Cedros councillor Shankar Teelucksingh has likened the area to rural Venezuela saying it has become a ghost town.

On Saturday, Guardian Media visited the community.

Teelucksingh said when he entered the Siparia Regional Corporation he began lobbying for Cedros to be a major destination on the list of places for domestic tourism. He said there are close to 40 apartments for rent. However, with the present COVID-19 situation everything has shut down.

“Cedros is a rural community with just around a population of 12,000. We wanted tourism to become one of the economic drivers of the community.

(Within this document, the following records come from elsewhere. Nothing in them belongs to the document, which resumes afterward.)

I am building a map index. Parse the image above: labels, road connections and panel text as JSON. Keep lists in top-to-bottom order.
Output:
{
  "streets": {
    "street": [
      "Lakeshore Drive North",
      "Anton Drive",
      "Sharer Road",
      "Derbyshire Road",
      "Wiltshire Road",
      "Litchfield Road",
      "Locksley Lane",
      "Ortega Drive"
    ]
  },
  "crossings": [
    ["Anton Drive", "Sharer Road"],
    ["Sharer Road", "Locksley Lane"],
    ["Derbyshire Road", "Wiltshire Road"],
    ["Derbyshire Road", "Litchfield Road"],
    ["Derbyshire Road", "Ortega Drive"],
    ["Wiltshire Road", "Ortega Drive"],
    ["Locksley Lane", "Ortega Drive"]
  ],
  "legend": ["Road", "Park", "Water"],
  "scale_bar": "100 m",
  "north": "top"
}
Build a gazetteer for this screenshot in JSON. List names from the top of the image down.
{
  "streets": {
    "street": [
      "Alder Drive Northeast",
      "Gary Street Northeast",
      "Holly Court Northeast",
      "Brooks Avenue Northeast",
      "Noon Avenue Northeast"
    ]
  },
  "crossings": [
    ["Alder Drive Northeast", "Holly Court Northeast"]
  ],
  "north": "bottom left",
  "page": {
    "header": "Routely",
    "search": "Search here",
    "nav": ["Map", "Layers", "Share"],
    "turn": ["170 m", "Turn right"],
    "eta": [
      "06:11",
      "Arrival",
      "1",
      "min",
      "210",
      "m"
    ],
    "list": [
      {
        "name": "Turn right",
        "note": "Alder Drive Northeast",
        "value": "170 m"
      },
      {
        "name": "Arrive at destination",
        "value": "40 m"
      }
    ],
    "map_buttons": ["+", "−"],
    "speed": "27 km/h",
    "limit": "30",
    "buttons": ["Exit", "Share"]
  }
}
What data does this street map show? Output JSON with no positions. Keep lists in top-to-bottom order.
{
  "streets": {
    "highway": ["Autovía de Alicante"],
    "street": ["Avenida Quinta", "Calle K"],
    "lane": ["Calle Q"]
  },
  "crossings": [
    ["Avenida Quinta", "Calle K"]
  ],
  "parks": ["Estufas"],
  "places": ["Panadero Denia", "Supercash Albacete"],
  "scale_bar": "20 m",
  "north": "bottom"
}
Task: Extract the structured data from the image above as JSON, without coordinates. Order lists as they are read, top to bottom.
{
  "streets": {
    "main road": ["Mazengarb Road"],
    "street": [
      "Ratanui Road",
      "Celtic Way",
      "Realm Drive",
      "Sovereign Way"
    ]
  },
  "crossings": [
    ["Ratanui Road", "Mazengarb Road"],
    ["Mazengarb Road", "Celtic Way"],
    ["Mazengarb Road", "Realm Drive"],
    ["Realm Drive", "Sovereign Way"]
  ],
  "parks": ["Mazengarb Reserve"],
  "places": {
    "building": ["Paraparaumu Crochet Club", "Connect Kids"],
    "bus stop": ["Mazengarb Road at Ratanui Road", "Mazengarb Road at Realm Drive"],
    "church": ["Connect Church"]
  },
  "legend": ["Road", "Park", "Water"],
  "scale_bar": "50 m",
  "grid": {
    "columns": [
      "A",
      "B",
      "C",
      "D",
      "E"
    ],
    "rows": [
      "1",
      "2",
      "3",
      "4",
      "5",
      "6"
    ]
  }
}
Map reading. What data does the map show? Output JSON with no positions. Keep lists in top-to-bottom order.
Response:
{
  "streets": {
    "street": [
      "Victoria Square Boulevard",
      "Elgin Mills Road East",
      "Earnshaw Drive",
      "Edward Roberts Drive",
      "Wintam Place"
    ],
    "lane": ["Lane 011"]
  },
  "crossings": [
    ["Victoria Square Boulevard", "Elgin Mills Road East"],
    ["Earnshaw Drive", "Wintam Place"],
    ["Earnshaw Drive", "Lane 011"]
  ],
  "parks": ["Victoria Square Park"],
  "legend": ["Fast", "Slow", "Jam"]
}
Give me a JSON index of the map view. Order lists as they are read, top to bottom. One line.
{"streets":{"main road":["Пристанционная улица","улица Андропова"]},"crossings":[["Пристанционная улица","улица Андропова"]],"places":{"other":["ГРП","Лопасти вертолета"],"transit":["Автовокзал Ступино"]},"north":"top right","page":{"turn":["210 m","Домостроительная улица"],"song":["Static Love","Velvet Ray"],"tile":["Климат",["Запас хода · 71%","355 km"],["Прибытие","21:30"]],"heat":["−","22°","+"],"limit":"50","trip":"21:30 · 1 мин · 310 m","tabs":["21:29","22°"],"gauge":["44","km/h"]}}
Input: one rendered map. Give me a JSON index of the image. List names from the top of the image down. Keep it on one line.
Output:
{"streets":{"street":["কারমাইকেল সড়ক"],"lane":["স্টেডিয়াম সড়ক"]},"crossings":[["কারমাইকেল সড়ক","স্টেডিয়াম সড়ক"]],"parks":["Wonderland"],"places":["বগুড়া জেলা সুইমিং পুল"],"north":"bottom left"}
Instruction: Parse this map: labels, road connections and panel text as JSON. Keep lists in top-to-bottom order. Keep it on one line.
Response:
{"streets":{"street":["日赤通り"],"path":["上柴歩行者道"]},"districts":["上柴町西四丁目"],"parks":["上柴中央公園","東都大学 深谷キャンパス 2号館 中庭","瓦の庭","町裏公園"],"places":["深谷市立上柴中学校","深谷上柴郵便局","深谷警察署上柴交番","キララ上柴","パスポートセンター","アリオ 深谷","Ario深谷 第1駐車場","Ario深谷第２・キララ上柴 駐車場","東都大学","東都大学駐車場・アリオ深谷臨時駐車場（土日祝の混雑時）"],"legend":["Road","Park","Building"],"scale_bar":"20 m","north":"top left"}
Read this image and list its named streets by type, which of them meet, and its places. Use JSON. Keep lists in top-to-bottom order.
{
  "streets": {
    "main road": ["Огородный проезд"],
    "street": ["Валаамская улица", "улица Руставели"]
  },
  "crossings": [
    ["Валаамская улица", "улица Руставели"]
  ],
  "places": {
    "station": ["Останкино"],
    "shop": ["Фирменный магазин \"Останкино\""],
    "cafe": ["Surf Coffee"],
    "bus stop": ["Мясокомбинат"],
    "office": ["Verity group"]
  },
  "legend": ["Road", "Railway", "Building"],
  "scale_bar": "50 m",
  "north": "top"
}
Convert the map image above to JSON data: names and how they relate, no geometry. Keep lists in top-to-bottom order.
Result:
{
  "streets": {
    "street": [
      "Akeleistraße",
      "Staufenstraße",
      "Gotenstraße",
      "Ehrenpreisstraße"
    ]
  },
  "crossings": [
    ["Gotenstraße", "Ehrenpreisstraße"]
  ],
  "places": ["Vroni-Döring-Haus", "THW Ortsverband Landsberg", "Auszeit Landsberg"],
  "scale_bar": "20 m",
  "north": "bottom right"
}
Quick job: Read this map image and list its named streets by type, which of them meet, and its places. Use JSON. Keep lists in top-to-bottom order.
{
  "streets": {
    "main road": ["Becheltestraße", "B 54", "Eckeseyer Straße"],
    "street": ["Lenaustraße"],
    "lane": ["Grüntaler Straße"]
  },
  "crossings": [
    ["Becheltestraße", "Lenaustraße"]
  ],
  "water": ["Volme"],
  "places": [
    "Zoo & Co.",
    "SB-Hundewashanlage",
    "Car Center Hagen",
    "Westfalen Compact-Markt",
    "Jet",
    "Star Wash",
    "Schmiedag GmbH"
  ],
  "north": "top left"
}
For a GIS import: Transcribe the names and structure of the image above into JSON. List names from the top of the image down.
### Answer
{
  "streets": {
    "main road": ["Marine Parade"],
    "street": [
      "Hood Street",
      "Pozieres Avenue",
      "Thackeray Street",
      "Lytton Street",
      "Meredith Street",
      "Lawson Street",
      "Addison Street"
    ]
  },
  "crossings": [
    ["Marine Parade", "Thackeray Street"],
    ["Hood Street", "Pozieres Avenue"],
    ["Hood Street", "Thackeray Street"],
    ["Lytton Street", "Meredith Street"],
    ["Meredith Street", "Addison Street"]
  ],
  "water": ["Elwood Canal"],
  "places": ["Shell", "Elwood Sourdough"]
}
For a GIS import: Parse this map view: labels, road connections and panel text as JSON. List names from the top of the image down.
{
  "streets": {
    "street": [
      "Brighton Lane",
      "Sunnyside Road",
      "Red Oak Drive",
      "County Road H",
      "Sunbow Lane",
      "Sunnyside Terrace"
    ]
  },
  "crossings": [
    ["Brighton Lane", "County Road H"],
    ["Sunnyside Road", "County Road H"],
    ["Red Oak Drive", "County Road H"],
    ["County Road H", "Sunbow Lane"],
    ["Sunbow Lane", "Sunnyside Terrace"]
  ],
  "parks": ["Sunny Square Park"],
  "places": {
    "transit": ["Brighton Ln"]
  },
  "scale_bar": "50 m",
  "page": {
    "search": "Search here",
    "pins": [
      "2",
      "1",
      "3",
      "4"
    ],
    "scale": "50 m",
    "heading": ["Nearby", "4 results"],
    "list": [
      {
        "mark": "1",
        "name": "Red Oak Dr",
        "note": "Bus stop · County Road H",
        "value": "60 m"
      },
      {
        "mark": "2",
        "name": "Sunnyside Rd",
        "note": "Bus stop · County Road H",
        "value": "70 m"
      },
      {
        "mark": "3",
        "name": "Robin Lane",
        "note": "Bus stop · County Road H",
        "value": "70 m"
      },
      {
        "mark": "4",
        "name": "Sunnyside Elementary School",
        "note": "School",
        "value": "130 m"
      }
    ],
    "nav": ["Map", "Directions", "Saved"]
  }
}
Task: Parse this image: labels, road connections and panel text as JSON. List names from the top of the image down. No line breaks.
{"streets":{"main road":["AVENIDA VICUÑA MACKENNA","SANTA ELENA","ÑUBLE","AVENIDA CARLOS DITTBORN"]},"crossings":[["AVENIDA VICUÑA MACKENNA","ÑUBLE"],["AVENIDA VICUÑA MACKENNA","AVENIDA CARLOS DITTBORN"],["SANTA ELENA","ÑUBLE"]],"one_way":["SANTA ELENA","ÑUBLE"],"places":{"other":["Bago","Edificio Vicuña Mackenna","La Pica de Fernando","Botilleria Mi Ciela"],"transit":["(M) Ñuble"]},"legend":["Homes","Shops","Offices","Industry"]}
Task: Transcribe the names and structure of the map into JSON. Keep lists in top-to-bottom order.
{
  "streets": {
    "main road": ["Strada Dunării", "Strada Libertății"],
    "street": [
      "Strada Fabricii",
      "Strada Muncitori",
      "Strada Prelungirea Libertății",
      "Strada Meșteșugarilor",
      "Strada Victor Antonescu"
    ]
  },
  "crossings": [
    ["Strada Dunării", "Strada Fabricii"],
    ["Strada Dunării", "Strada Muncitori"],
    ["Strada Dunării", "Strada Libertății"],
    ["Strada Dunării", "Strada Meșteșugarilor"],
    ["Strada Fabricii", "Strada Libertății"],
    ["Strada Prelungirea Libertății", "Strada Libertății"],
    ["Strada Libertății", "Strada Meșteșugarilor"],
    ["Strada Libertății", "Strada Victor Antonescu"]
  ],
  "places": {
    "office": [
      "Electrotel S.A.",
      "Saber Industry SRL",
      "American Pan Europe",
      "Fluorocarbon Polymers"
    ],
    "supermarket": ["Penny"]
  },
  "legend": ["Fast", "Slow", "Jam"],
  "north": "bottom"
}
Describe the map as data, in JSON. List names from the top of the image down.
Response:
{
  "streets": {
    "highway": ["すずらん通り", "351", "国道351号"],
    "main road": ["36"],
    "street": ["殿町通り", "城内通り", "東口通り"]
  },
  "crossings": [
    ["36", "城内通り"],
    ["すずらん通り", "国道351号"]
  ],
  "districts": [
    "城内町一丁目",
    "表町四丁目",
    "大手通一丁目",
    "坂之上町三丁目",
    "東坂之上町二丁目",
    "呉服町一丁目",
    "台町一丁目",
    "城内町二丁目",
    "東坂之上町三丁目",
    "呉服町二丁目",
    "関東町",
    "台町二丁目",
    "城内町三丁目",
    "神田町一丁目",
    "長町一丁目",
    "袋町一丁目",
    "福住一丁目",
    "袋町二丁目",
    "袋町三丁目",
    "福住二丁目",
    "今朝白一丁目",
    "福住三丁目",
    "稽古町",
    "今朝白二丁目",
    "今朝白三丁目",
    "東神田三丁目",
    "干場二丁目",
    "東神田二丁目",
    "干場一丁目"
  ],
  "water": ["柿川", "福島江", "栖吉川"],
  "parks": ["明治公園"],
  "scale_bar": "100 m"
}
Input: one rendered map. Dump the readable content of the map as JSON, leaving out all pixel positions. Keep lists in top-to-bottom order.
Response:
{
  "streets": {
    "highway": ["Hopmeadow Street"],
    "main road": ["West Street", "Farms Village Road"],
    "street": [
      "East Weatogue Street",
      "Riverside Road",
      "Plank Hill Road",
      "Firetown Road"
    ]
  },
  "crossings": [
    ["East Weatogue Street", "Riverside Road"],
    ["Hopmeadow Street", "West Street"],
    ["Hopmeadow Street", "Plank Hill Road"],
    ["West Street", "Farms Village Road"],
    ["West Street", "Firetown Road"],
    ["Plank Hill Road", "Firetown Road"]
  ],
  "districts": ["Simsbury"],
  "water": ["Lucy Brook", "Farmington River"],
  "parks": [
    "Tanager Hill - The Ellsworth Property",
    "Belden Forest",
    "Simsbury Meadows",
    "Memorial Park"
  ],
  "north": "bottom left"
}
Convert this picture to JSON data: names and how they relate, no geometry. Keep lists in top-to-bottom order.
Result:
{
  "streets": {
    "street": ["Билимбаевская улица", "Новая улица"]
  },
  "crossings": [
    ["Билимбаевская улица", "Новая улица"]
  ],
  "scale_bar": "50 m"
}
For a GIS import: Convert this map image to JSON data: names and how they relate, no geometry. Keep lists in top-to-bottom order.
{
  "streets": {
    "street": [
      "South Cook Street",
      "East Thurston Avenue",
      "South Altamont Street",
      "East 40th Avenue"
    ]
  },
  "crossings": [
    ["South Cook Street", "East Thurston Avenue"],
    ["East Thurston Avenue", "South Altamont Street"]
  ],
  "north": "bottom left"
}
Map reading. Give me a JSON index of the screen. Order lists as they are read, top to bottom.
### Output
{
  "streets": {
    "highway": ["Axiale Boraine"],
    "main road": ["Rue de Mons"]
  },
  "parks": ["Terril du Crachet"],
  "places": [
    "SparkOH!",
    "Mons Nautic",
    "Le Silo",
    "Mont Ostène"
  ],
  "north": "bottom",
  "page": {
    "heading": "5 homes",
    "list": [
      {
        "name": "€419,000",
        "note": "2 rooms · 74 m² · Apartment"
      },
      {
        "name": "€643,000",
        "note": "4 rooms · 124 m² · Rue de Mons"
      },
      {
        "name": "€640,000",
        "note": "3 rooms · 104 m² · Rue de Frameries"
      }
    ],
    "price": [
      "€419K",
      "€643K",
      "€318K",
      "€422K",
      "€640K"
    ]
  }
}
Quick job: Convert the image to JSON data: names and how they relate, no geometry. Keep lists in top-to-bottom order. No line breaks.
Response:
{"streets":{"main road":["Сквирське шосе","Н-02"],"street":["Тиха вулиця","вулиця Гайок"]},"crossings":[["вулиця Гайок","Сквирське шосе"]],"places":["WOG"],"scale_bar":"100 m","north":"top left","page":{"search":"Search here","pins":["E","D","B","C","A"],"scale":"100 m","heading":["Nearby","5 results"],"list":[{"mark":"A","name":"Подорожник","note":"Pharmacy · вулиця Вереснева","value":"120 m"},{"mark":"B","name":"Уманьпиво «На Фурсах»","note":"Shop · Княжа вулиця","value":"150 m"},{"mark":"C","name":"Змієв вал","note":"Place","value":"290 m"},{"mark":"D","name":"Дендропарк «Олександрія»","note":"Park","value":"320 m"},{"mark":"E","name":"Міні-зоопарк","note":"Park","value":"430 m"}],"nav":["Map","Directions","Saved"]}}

We had encouraged people and investors came in and started pumping in much-needed capital. However, the domestic tourism industry in Cedros may take very, very long to recover,” Nadia Abraham, the manager of Abraham’s Seclusion Guesthouse located in Bonasse Village, Cedros, said the community is ripe for tourism.

She said, “Well those who have invested have to feel the brunt of this lockdown. I don’t see the sector recovering anytime soon, but we will continue to maintain our high maintenance standards and are prepared for when the tourists start coming in again.”

Teelucksingh also called on the Government to remove value-added tax (VAT) from products manufactured by the National Flour Mills. He said Cedros is without a major grocery and has three pharmacies servicing the community that stretched from the outskirts of Cap-de Ville, straight down to Icacos. He said persons have to venture to Point Fortin or San Fernando to purchase grocery items.

“Even if people get a food card they may have to pay a taxi more than $40 to get to and from a supermarket.”

He said the fishing community has been hit the hardest by the restrictions. He said many are without an income and now have to hustle from a limited pool of jobs that include domestic work and catching crabs.

Fisherman Marvin Farria said he had been hit a double blow. Farria’s net was damaged when a trawler slashed it in two. Farria said a net costs around $15,000 and he has to resort to catching crabs for a living.

The blow to fisherman has affected the entire community’s access to food.

Teelucksingh lamented the situation.

“Cedros has become like parts of Venezuela where people have to go long distances to get food.”